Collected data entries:

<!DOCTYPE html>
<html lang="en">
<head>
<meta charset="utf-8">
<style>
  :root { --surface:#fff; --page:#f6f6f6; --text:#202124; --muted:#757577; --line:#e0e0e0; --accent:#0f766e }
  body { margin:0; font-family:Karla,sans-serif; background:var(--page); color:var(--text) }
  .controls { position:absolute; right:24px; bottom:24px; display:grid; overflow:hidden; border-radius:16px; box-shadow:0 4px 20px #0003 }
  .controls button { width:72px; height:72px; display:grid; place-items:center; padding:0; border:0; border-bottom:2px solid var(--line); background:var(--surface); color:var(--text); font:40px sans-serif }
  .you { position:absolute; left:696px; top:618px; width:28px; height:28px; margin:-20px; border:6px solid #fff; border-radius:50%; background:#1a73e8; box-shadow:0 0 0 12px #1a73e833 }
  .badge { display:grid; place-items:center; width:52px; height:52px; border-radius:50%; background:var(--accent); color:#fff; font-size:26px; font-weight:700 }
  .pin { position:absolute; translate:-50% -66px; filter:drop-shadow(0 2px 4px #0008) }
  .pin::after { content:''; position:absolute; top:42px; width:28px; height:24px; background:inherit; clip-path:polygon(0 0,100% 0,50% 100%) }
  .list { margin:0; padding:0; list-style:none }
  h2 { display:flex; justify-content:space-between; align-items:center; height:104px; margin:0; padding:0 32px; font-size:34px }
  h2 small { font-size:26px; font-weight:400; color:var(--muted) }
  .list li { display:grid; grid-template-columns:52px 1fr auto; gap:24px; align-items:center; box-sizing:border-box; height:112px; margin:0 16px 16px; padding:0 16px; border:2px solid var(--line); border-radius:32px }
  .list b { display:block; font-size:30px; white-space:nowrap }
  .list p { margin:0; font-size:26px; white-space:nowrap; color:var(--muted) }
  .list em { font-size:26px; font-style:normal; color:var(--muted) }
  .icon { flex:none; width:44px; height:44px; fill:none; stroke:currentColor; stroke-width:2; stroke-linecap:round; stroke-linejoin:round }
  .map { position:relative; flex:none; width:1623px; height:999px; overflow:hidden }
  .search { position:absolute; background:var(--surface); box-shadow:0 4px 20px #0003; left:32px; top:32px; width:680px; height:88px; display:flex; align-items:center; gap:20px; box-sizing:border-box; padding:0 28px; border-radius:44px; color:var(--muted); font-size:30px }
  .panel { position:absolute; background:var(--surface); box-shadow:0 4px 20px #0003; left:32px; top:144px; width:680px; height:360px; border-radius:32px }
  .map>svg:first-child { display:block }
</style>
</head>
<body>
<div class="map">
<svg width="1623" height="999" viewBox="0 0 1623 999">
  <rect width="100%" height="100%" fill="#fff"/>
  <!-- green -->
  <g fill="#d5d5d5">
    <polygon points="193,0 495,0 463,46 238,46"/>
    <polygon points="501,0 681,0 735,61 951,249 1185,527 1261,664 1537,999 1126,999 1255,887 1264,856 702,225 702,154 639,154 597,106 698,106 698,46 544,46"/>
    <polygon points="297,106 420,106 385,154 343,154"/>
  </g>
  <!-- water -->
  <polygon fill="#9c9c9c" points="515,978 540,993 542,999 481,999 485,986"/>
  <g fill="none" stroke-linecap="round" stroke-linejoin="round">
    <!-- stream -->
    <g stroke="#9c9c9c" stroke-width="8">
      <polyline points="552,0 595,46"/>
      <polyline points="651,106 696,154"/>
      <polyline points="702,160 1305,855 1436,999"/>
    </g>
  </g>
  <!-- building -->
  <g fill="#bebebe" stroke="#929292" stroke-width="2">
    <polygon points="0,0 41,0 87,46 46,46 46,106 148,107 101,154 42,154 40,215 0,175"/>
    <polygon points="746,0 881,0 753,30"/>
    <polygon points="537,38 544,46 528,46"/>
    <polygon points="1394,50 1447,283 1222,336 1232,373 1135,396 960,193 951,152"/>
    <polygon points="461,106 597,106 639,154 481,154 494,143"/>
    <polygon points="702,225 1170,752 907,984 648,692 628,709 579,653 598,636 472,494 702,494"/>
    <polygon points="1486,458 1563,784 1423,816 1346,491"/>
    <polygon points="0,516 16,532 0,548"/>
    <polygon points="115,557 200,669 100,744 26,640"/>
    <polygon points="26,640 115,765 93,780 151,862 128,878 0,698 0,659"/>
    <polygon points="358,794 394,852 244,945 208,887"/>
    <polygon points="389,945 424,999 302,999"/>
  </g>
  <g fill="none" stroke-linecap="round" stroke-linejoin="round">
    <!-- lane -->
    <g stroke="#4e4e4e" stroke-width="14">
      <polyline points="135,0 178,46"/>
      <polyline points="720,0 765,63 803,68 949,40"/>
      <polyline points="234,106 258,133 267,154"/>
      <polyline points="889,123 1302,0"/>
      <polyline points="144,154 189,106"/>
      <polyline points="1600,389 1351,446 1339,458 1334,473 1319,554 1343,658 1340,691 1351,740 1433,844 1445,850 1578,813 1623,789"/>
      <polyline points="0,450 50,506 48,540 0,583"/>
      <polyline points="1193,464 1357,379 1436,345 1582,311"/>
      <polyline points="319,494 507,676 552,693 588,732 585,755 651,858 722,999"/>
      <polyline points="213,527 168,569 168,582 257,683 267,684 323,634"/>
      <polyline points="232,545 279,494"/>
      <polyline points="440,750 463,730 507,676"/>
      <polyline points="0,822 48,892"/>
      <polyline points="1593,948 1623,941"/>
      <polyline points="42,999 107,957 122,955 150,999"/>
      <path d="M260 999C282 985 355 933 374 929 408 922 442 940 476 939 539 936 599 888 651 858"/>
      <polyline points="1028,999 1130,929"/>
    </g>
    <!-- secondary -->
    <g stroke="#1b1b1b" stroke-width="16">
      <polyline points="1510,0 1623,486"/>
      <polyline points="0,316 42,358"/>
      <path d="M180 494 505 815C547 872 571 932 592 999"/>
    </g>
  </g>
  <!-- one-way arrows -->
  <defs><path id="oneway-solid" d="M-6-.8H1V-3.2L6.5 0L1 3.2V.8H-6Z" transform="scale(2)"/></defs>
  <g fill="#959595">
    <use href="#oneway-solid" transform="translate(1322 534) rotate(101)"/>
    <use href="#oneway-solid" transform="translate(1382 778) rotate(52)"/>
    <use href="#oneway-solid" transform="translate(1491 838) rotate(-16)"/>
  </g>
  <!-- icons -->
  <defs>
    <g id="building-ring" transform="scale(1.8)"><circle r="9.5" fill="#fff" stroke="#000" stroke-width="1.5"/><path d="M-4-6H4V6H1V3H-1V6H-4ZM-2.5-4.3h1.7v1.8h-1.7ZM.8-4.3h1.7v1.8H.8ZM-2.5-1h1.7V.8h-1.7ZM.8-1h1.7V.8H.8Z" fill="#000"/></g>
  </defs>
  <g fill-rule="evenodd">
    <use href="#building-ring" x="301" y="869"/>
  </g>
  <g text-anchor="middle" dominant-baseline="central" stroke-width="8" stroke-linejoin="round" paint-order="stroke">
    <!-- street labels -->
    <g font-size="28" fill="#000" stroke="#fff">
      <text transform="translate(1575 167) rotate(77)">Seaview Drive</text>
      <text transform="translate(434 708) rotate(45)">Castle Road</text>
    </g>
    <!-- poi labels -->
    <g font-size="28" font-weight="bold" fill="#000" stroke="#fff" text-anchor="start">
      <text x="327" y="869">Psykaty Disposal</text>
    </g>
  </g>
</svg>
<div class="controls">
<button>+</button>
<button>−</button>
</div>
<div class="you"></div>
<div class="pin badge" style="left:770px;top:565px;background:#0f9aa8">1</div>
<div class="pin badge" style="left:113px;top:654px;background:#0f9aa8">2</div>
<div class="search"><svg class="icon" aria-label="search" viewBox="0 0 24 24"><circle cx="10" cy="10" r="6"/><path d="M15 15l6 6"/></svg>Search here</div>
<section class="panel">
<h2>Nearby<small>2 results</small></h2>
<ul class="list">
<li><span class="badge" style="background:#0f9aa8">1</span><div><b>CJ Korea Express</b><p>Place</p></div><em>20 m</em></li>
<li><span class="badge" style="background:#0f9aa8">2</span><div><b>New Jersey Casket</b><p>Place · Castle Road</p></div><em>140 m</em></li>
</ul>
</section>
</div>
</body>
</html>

--

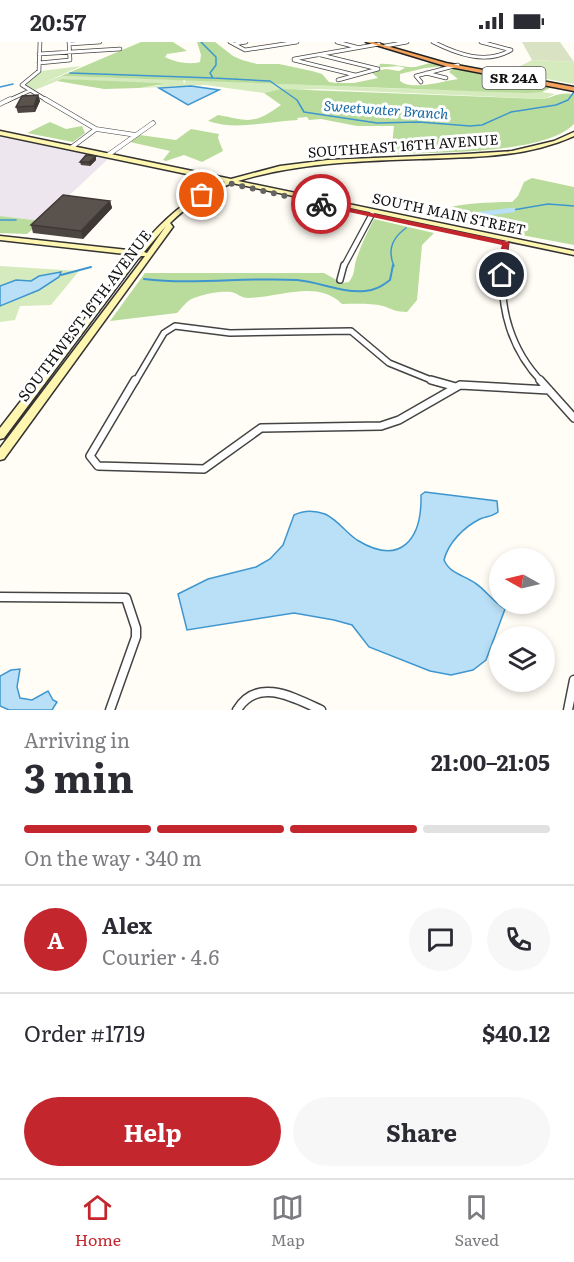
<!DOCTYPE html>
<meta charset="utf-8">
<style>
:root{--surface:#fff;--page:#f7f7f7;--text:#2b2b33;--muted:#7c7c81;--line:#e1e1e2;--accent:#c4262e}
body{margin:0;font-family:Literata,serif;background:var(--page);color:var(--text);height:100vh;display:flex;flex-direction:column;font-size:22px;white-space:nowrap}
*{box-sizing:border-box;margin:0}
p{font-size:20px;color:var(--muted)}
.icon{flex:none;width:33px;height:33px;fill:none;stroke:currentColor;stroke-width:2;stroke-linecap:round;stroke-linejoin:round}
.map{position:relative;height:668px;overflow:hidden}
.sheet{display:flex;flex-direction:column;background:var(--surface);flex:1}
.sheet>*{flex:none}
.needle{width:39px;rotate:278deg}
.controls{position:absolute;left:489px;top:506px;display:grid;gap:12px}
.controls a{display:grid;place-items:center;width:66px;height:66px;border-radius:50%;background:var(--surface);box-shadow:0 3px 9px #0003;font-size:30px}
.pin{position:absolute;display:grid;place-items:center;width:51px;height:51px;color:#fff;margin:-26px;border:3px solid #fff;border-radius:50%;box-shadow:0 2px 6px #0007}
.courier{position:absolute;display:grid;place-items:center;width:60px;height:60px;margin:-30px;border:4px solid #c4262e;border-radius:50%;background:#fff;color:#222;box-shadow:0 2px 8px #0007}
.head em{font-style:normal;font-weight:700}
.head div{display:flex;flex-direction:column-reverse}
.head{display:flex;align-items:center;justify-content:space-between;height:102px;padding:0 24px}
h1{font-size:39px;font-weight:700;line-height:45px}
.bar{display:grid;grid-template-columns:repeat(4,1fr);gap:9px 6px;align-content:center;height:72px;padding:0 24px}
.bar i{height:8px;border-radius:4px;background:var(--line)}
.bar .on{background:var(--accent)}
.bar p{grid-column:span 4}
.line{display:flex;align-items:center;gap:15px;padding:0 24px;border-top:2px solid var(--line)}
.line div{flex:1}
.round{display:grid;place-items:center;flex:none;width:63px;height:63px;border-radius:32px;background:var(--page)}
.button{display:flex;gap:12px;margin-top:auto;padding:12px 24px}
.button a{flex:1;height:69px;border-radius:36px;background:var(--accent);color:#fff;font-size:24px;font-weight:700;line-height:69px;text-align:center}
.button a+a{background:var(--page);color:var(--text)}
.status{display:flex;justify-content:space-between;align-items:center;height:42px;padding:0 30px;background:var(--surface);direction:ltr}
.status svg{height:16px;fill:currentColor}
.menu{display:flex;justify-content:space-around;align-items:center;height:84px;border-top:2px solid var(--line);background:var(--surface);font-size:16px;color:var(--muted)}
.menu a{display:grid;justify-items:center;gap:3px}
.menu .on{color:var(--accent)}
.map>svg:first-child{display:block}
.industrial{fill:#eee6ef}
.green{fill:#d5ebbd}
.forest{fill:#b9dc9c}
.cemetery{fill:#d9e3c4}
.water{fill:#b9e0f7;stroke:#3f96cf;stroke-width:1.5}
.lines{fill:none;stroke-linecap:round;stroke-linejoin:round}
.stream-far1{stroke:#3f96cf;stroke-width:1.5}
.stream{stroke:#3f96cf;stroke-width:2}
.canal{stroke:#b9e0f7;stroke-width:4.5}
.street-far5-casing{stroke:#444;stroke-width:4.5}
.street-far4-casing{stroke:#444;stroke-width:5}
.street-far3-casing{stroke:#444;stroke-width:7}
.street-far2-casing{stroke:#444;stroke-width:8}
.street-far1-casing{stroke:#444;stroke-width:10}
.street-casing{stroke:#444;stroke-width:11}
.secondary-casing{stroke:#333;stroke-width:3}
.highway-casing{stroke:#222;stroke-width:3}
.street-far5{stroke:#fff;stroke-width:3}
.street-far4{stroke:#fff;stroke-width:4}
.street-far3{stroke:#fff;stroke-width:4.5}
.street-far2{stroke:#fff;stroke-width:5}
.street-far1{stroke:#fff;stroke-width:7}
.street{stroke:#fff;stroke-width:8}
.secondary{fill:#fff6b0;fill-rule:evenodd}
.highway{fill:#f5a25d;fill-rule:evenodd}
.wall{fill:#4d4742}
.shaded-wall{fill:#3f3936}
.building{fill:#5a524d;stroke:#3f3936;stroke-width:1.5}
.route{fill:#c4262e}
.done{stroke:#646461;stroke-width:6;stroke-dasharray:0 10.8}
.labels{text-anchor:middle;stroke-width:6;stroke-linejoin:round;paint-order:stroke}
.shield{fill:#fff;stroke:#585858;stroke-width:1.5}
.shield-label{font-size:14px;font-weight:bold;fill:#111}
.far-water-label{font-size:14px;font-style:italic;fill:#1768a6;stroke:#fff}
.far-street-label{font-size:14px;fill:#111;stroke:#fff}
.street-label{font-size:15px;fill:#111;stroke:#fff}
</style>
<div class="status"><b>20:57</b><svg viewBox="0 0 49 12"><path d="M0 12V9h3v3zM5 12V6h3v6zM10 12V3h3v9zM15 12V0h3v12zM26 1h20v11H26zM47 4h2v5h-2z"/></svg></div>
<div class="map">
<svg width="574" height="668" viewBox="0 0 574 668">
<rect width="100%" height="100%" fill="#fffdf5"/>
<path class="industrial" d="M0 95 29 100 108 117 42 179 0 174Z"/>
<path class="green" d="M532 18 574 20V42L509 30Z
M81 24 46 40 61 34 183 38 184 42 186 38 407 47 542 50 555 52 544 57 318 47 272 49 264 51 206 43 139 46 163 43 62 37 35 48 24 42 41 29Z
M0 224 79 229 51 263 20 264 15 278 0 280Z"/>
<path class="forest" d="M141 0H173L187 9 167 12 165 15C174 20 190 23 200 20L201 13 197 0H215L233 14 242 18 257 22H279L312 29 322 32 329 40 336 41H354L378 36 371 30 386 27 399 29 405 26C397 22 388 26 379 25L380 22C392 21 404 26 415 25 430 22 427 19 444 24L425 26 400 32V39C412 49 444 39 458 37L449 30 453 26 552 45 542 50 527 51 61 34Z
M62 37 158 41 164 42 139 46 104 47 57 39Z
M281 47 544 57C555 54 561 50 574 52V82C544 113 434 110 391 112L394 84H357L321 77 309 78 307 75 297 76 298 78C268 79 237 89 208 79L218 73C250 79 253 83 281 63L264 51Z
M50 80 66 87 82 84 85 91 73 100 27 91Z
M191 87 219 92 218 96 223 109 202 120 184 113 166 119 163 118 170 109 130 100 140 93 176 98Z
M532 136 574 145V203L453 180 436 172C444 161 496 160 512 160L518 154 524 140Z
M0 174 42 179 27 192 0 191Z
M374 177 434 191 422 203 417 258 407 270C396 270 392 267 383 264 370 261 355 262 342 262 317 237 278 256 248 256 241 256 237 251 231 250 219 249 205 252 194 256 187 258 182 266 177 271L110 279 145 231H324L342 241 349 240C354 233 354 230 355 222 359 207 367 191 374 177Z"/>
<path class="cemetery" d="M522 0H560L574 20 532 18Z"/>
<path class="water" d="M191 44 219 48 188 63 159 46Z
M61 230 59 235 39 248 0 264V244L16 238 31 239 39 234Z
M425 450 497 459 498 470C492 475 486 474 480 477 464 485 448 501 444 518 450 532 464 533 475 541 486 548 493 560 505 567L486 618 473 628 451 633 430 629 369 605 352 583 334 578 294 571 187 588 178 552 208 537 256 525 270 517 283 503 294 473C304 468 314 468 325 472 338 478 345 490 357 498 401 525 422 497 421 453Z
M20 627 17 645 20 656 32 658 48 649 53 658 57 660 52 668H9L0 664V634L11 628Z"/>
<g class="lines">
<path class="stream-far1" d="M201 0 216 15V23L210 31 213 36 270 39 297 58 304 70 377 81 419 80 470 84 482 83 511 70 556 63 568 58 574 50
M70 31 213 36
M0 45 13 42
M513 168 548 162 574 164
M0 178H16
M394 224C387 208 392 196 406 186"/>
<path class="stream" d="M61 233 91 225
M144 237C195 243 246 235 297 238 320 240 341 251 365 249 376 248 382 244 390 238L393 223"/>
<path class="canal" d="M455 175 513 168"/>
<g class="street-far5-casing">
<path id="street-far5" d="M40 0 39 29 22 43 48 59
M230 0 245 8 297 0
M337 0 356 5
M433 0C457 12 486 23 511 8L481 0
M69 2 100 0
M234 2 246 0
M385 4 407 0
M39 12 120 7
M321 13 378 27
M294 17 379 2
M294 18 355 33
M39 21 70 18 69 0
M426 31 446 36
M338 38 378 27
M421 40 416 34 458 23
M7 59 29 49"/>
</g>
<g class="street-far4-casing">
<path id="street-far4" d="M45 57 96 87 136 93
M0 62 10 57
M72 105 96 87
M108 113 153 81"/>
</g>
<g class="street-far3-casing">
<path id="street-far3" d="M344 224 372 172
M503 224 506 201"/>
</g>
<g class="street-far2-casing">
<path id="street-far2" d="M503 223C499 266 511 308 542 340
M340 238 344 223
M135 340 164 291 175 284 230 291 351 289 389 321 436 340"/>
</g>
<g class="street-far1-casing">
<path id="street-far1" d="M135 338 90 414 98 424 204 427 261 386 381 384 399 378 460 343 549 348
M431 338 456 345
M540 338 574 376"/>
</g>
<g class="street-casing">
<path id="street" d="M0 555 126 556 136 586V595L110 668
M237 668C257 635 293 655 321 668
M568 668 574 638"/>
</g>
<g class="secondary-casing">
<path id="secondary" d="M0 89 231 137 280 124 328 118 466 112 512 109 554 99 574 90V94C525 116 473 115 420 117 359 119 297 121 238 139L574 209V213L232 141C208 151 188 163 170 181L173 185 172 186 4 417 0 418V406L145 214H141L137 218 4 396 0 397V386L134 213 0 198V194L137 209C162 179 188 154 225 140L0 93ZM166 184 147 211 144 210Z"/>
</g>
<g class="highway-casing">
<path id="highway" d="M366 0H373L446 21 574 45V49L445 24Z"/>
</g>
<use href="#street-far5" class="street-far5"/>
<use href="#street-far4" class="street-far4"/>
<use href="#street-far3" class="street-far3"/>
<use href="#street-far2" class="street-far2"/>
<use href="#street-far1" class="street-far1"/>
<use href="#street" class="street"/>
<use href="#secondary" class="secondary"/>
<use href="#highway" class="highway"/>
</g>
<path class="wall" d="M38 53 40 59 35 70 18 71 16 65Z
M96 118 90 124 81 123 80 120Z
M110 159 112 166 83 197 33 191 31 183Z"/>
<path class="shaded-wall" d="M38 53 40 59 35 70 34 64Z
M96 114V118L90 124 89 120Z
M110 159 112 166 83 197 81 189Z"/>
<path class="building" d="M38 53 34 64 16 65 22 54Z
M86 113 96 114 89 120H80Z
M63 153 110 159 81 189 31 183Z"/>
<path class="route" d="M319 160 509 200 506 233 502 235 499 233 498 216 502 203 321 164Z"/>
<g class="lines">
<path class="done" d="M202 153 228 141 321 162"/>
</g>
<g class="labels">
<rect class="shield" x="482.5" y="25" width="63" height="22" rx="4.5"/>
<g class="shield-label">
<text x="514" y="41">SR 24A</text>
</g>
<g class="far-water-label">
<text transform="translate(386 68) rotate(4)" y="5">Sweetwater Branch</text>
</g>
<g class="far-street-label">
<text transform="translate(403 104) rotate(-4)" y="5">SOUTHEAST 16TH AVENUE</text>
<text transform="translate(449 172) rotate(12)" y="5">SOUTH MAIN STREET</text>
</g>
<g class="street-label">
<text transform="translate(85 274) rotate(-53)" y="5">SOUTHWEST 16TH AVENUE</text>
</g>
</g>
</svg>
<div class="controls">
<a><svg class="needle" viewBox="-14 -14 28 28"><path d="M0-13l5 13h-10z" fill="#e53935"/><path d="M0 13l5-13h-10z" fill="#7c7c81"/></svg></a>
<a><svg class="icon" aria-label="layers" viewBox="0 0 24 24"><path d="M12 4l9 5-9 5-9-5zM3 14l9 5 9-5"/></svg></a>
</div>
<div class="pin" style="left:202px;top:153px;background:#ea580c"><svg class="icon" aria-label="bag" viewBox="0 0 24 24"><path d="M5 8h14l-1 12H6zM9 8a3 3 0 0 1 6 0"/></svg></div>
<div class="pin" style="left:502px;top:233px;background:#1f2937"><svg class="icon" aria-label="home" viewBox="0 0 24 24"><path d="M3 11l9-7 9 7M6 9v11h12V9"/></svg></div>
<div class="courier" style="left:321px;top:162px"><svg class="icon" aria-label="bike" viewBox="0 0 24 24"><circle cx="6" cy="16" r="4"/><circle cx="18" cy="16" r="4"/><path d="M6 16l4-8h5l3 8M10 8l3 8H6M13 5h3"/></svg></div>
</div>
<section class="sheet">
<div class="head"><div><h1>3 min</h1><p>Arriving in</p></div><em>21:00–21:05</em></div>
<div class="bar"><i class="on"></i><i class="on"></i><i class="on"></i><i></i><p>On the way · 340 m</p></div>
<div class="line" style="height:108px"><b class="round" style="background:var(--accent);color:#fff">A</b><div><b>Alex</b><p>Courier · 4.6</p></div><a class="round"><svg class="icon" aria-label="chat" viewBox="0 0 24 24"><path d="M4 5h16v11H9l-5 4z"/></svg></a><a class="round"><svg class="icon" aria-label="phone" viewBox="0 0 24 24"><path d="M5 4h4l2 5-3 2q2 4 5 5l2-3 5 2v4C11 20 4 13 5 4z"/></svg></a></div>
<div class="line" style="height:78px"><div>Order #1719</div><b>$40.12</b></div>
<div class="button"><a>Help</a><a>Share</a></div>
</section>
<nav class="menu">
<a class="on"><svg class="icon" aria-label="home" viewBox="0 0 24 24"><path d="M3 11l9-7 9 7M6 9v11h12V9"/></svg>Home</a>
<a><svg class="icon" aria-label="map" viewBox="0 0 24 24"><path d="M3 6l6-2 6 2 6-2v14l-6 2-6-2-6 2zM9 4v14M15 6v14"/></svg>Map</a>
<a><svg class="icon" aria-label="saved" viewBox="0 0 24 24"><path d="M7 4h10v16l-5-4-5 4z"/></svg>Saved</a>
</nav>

Task prompt: Whenever a line includes the word "head", pull it out of the entries.

Answer to this exercise:
<head>
</head>
.head em{font-style:normal;font-weight:700}
.head div{display:flex;flex-direction:column-reverse}
.head{display:flex;align-items:center;justify-content:space-between;height:102px;padding:0 24px}
<div class="head"><div><h1>3 min</h1><p>Arriving in</p></div><em>21:00–21:05</em></div>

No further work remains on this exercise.